Gorilla Bag
Gorilla Pose , also known as Padahastasana , is a standing forward bend that stretches the hamstrings , calves , and spine . This position helps release tension in the neck and shoulders and helps improve flexibility in the back of the body. The hands are placed under the feet for a deeper stretch and stabilization.
Correct Technique
How to perform Gorilla Pose:
- Start in a standing position, with your feet hip-width apart.
- Breathe in, and as you breathe out, bend forward from the hips and let your upper body hang heavy.
- Place your hands under your feet, so that your toes rest on your palms.
- Relax your head and neck, and keep your shoulders relaxed.
- Hold the position for 5-10 breaths , and try to straighten your legs a little more with each exhalation if possible.
Common Errors
- Lift your shoulders: Remember to keep your shoulders relaxed and avoid tension in your neck.
- Too much weight on the heels: Be sure to distribute the weight evenly over the entire foot to maintain balance.
Modifications and Variations
- Beginner-friendly: If it's difficult to reach your feet, you can rest your hands on your ankles or calves.

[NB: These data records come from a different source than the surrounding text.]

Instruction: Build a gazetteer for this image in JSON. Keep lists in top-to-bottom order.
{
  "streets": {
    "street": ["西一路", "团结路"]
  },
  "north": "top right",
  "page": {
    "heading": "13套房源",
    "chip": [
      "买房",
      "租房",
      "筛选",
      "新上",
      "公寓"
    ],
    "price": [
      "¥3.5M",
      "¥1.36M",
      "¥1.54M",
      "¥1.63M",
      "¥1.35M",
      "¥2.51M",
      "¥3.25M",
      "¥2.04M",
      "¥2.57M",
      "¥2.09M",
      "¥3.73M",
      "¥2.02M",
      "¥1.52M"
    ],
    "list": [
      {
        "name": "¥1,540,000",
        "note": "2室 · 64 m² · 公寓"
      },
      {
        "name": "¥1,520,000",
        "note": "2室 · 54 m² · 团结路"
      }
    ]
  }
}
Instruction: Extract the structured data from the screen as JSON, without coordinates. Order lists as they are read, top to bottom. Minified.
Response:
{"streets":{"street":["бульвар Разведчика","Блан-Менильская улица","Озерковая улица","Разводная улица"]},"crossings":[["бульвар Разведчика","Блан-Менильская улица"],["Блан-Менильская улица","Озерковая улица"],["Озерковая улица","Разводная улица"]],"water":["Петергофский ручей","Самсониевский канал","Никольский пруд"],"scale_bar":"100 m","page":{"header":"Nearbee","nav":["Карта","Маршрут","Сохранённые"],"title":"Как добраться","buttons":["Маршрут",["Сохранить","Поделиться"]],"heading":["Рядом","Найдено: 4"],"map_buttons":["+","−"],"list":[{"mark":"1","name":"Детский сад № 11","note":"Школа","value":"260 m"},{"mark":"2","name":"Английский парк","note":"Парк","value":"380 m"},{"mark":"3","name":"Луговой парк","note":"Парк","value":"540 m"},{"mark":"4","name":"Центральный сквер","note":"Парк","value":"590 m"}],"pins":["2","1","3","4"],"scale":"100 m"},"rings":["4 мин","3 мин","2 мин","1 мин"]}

- Deeper stretches: As flexibility increases, try straightening your legs more and pulling your body closer to your legs.
Repetitions and Sets
Hold Gorilla Pose for 5-10 breaths . Repeat 2-3 times to improve flexibility in the back body.
Breathing techniques
Inhale as you prepare to bend forward, and exhale as you straighten your back and legs. Use steady breathing to reinforce the stretch.
Visual Tips and Angles
Watch this video for a detailed walkthrough of Gorilla Pose:
The video shows how to perform Gorilla Pose correctly with variations for different levels.